■ Work required
Every line of the records below from the line with "912,43 L 957,97" up to and including the line with "469,159 L 540,318" must be reproduced exactly, and no line outside that range.

(Input data begins)

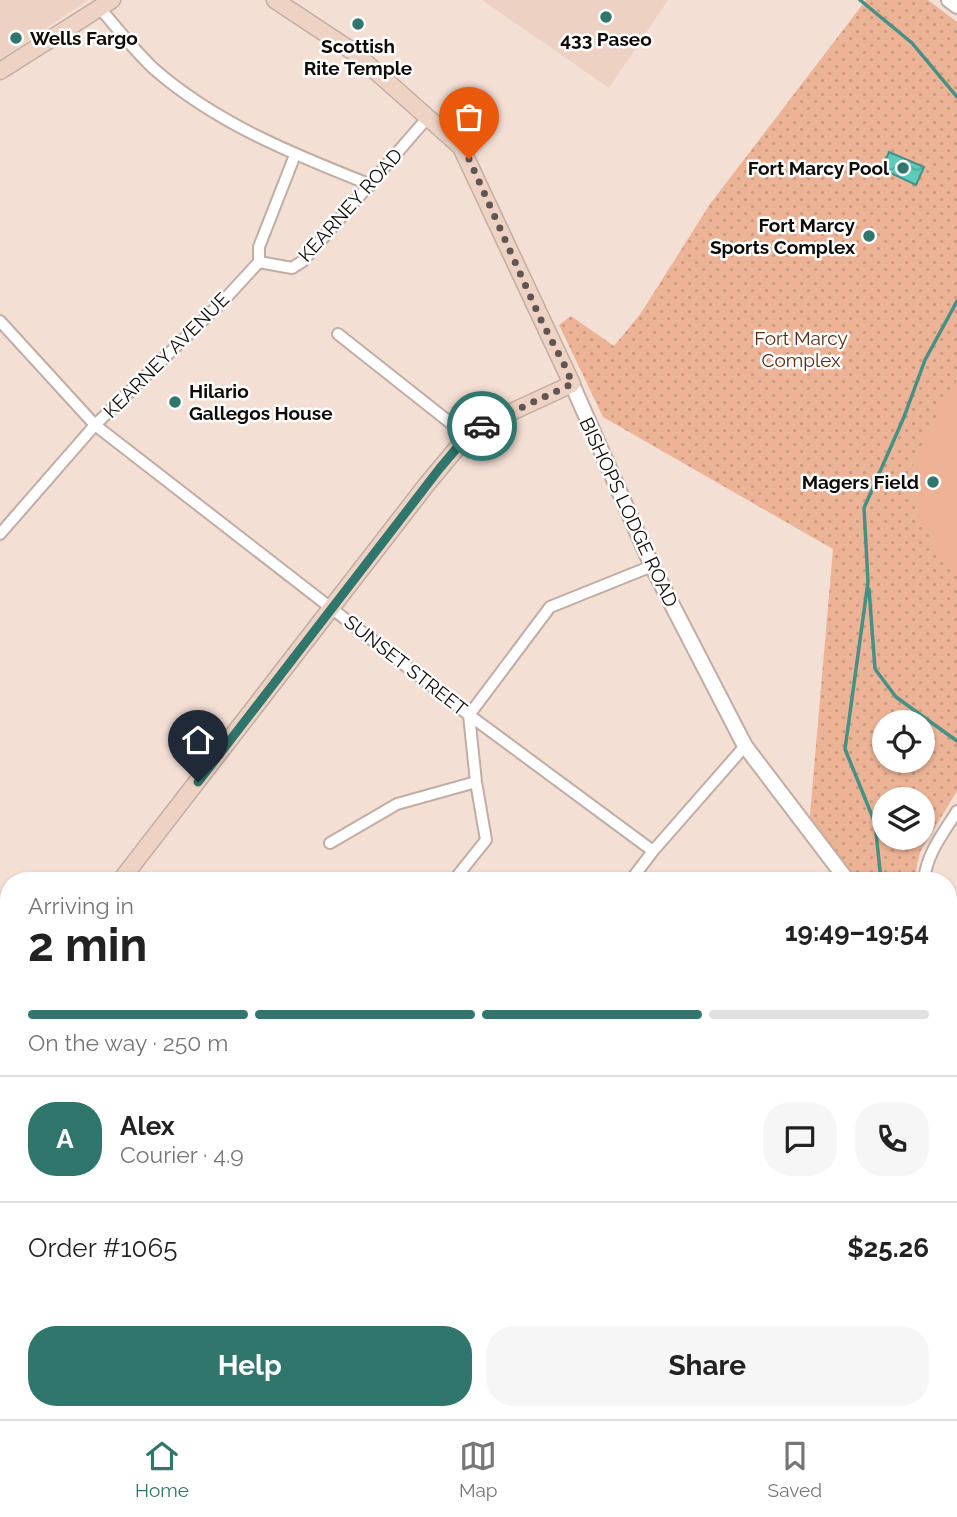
<!DOCTYPE html>
<meta charset="utf-8">
<style>
:root{--surface:#fff;--page:#f6f6f6;--text:#222;--muted:#767676;--line:#e0e0e0;--accent:#30766d}
body{margin:0;font-family:Raleway,sans-serif;background:var(--page);color:var(--text);height:100vh;display:flex;flex-direction:column;font-size:26px;white-space:nowrap}
*{box-sizing:border-box;margin:0}
p{font-size:23px;color:var(--muted)}
.icon{flex:none;width:38px;height:38px;fill:none;stroke:currentColor;stroke-width:2;stroke-linecap:round;stroke-linejoin:round}
.map{position:relative;flex:1;overflow:hidden}
.side{position:absolute;left:0px;top:872px;width:957px;height:548px;display:flex;flex-direction:column;background:var(--surface);border-radius:28px 28px 0 0;box-shadow:0 2px 5px #0004}
.side>*{flex:none}
.buttons{position:absolute;left:872px;top:710px;display:grid;gap:14px}
.buttons a{display:grid;place-items:center;width:63px;height:63px;border-radius:50%;background:var(--surface);box-shadow:0 2px 5px #0004;font-size:35px}
.pin{position:absolute;display:grid;place-items:center;width:60px;height:60px;color:#fff;margin:-72px -30px;border-radius:50% 50% 50% 0;rotate:-45deg;box-shadow:0 0 7px #0007}
.pin .icon{rotate:45deg}
.courier{position:absolute;display:grid;place-items:center;width:70px;height:70px;margin:-35px;border:5px solid #30766d;border-radius:50%;background:#fff;color:#222;box-shadow:0 2px 9px #0007}
.summary em{font-style:normal;font-weight:700}
.summary div{display:flex;flex-direction:column-reverse}
.summary{display:flex;align-items:center;justify-content:space-between;height:119px;padding:0 28px}
h1{font-size:46px;font-weight:700;line-height:52px}
.bar{display:grid;grid-template-columns:repeat(4,1fr);gap:10px 7px;align-content:center;height:84px;padding:0 28px}
.bar i{height:9px;border-radius:5px;background:var(--line)}
.bar .on{background:var(--accent)}
.bar p{grid-column:span 4}
.line{display:flex;align-items:center;gap:18px;padding:0 28px;border-top:2px solid var(--line)}
.line div{flex:1}
.round{display:grid;place-items:center;flex:none;width:74px;height:74px;border-radius:28px;background:var(--page)}
.primary-button{display:flex;gap:14px;margin-top:auto;padding:14px 28px}
.primary-button a{flex:1;height:80px;border-radius:28px;background:var(--accent);color:#fff;font-size:28px;font-weight:700;line-height:80px;text-align:center}
.primary-button a+a{background:var(--page);color:var(--text)}
.menu{display:flex;justify-content:space-around;align-items:center;height:98px;border-top:2px solid var(--line);background:var(--surface);font-size:19px;color:var(--muted)}
.menu a{display:grid;justify-items:center;gap:4px}
.menu .on{color:var(--accent)}
.map>svg:first-child{display:block}
.built{fill:#edd1c3}
.park{fill:url(#park-dots);fill-rule:evenodd}
.garden{fill:#ecb396}
.water{fill:url(#water-waves);stroke:#469186;stroke-width:2}
.lines{fill:none;stroke-linecap:round;stroke-linejoin:round}
.stream{stroke:#469186;stroke-width:3.5}
.minor-casing{stroke:#c1ada4;stroke-width:14}
.tertiary-casing{stroke:#c1ada4;stroke-width:18}
.secondary-casing{stroke:#c1ada4;stroke-width:19}
.minor{stroke:#fff;stroke-width:10}
.tertiary{stroke:#fff;stroke-width:14}
.secondary{stroke:#eed3c4;stroke-width:16}
.done{stroke:#605550;stroke-width:7;stroke-dasharray:0 12.6}
.route{stroke:#30766d;stroke-width:9}
.poi-dot{fill:#30766d;stroke:#fff;stroke-width:2.5}
.labels{text-anchor:middle;stroke-width:5;stroke-linejoin:round;paint-order:stroke}
.poi-label{font-size:19px;font-weight:bold;fill:#110b08;stroke:#fff;text-anchor:end}
.street-label{font-size:19px;fill:#110b08;stroke:#fff}
.park-label{font-size:19px;fill:#5c2c11;stroke:#fff}
</style>
<div class="map">
<svg width="957" height="1419" viewBox="0 0 957 1419">
<defs>
<pattern id="park-dots" width="8" height="8" patternUnits="userSpaceOnUse" patternTransform="scale(1.75)"><rect width="8" height="8" fill="#ecb396"/><path d="M2 2h.1M6 6h.1" fill="none" stroke="#c99980" stroke-width="1.8" stroke-linecap="round"/></pattern>
<pattern id="water-waves" width="16" height="10" patternUnits="userSpaceOnUse" patternTransform="scale(1.75)"><rect width="16" height="10" fill="#5dcbbc"/><path d="M0 5q4-4 8 0t8 0" fill="none" stroke="#50ada0"/></pattern>
</defs>
<rect width="100%" height="100%" fill="#f4dfd5"/>
<path class="built" d="M 0,0 L 88,0 L 0,59 Z
M 482,0 L 668,0 L 609,88 Z"/>
<path class="park" d="M 866,0 L 928,0 L 957,22 L 957,791 L 920,852 L 914,880 L 854,880 L 809,826 L 833,549 L 603,417 L 559,325 L 571,316 L 614,346 L 641,313 L 710,204 ZM 884,723 L 922,723 L 922,761 L 884,761 ZM 884,800 L 922,800 L 922,838 L 884,838 Z"/>
<path class="garden" d="M 957,380 L 957,575 L 937,553 L 908,490 L 909,473 L 942,405 Z"/>
<path class="water" d="M 889,152 L 924,167 L 916,185 L 882,169 Z"/>
<g class="lines">
<path class="stream" d="M 860,0 L 912,43 L 957,97
M 869,589 L 875,669 L 896,697 L 957,741
M 881,880 L 875,823 L 845,749 L 868,582 L 864,508 L 904,417 L 925,360 L 957,301
M 775,1410 L 776,1419"/>
<defs>
<path id="minor" d="M 99,7 C 117,28 134,50 153,68 C 215,123 295,155 371,185
M 259,262 L 292,268 L 303,261 L 429,116
M 0,321 L 95,425 L 469,715 L 653,851
M 338,334 L 467,436
M 0,534 L 95,425 L 224,300 L 259,262 L 259,247 L 295,155
M 330,843 L 397,804 L 476,782
M 454,880 L 486,840 L 476,782 L 469,715 L 550,607 L 652,566
M 631,880 L 653,851 L 745,746
M 924,880 C 927,853 943,834 957,811
M 0,972 L 9,974
M 948,1047 L 957,1034
M 693,1410 L 695,1419
M 871,1410 L 872,1419
M 181,1419 L 183,1410
M 621,1419 L 629,1410"/>
<path id="tertiary" d="M 949,0 L 957,6
M 572,384 L 652,566 L 745,746 L 847,880
M 948,1001 L 957,1011"/>
<path id="secondary" d="M 0,71 L 112,0
M 121,880 L 427,484 L 467,436 L 477,428 L 572,384 L 461,147 L 355,53 L 275,0
M 0,1048 L 9,1034"/>
</defs>
<use href="#minor" class="minor-casing"/>
<use href="#tertiary" class="tertiary-casing"/>
<use href="#secondary" class="secondary-casing"/>
<use href="#minor" class="minor"/>
<use href="#tertiary" class="tertiary"/>
<use href="#secondary" class="secondary"/>
</g>
<g class="lines">
<path class="done" d="M 469,159 L 540,318 L 567,370 L 572,384 L 482,426"/>
<path class="route" d="M 198,782 L 440,468 L 467,436 L 482,426"/>
</g>
<g class="poi-dot">
<circle cx="606" cy="17" r="7"/>
<circle cx="358" cy="24" r="7"/>
<circle cx="16" cy="38" r="7"/>
<circle cx="903" cy="168" r="7"/>
<circle cx="869" cy="236" r="7"/>
<circle cx="175" cy="402" r="7"/>
<circle cx="933" cy="482" r="7"/>
</g>
<g class="labels">
<g class="poi-label">
<text x="30" y="45" text-anchor="start">Wells Fargo</text>
<text x="606" y="46" text-anchor="middle">433 Paseo</text>
<text x="358" y="53" text-anchor="middle">Scottish<tspan x="358" dy="22">Rite Temple</tspan></text>
<text x="889" y="175">Fort Marcy Pool</text>
<text x="855" y="232">Fort Marcy<tspan x="855" dy="22">Sports Complex</tspan></text>
<text x="189" y="398" text-anchor="start">Hilario<tspan x="189" dy="22">Gallegos House</tspan></text>
<text x="919" y="489">Magers Field</text>
</g>
<g class="street-label">
<text transform="translate(350 205) rotate(-48)" y="7">KEARNEY ROAD</text>
<text transform="translate(166 355) rotate(-45)" y="7">KEARNEY AVENUE</text>
<text transform="translate(629 512) rotate(65)" y="7">BISHOPS LODGE ROAD</text>
<text transform="translate(406 665) rotate(38)" y="7">SUNSET STREET</text>
</g>
<g class="park-label">
<text x="801" y="345">Fort Marcy<tspan x="801" dy="22">Complex</tspan></text>
</g>
</g>
</svg>
<div class="buttons">
<a><svg class="icon" aria-label="locate" viewBox="0 0 24 24"><circle cx="12" cy="12" r="6"/><path d="M12 2v4M12 18v4M2 12h4M18 12h4"/></svg></a>
<a><svg class="icon" aria-label="layers" viewBox="0 0 24 24"><path d="M12 4l9 5-9 5-9-5zM3 14l9 5 9-5"/></svg></a>
</div>
<div class="pin" style="left:469px;top:159px;background:#ea580c"><svg class="icon" aria-label="bag" viewBox="0 0 24 24"><path d="M5 8h14l-1 12H6zM9 8a3 3 0 0 1 6 0"/></svg></div>
<div class="pin" style="left:198px;top:782px;background:#1f2937"><svg class="icon" aria-label="home" viewBox="0 0 24 24"><path d="M3 11l9-7 9 7M6 9v11h12V9"/></svg></div>
<div class="courier" style="left:482px;top:426px"><svg class="icon" aria-label="car" viewBox="0 0 24 24"><path d="M5 17H2v-5l4-1 3-4h7l3 4 3 1v5h-3M9 17h6M6 11h13"/><circle cx="7" cy="17" r="2"/><circle cx="17" cy="17" r="2"/></svg></div>
<section class="side">
<div class="summary"><div><h1>2 min</h1><p>Arriving in</p></div><em>19:49–19:54</em></div>
<div class="bar"><i class="on"></i><i class="on"></i><i class="on"></i><i></i><p>On the way · 250 m</p></div>
<div class="line" style="height:126px"><b class="round" style="background:var(--accent);color:#fff">A</b><div><b>Alex</b><p>Courier · 4.9</p></div><a class="round"><svg class="icon" aria-label="chat" viewBox="0 0 24 24"><path d="M4 5h16v11H9l-5 4z"/></svg></a><a class="round"><svg class="icon" aria-label="phone" viewBox="0 0 24 24"><path d="M5 4h4l2 5-3 2q2 4 5 5l2-3 5 2v4C11 20 4 13 5 4z"/></svg></a></div>
<div class="line" style="height:91px"><div>Order #1065</div><b>$25.26</b></div>
<div class="primary-button"><a>Help</a><a>Share</a></div>
</section>
</div>
<nav class="menu">
<a class="on"><svg class="icon" aria-label="home" viewBox="0 0 24 24"><path d="M3 11l9-7 9 7M6 9v11h12V9"/></svg>Home</a>
<a><svg class="icon" aria-label="map" viewBox="0 0 24 24"><path d="M3 6l6-2 6 2 6-2v14l-6 2-6-2-6 2zM9 4v14M15 6v14"/></svg>Map</a>
<a><svg class="icon" aria-label="saved" viewBox="0 0 24 24"><path d="M7 4h10v16l-5-4-5 4z"/></svg>Saved</a>
</nav>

(Input data ends)

■ Exercise result
<path class="stream" d="M 860,0 L 912,43 L 957,97
M 869,589 L 875,669 L 896,697 L 957,741
M 881,880 L 875,823 L 845,749 L 868,582 L 864,508 L 904,417 L 925,360 L 957,301
M 775,1410 L 776,1419"/>
<defs>
<path id="minor" d="M 99,7 C 117,28 134,50 153,68 C 215,123 295,155 371,185
M 259,262 L 292,268 L 303,261 L 429,116
M 0,321 L 95,425 L 469,715 L 653,851
M 338,334 L 467,436
M 0,534 L 95,425 L 224,300 L 259,262 L 259,247 L 295,155
M 330,843 L 397,804 L 476,782
M 454,880 L 486,840 L 476,782 L 469,715 L 550,607 L 652,566
M 631,880 L 653,851 L 745,746
M 924,880 C 927,853 943,834 957,811
M 0,972 L 9,974
M 948,1047 L 957,1034
M 693,1410 L 695,1419
M 871,1410 L 872,1419
M 181,1419 L 183,1410
M 621,1419 L 629,1410"/>
<path id="tertiary" d="M 949,0 L 957,6
M 572,384 L 652,566 L 745,746 L 847,880
M 948,1001 L 957,1011"/>
<path id="secondary" d="M 0,71 L 112,0
M 121,880 L 427,484 L 467,436 L 477,428 L 572,384 L 461,147 L 355,53 L 275,0
M 0,1048 L 9,1034"/>
</defs>
<use href="#minor" class="minor-casing"/>
<use href="#tertiary" class="tertiary-casing"/>
<use href="#secondary" class="secondary-casing"/>
<use href="#minor" class="minor"/>
<use href="#tertiary" class="tertiary"/>
<use href="#secondary" class="secondary"/>
</g>
<g class="lines">
<path class="done" d="M 469,159 L 540,318 L 567,370 L 572,384 L 482,426"/>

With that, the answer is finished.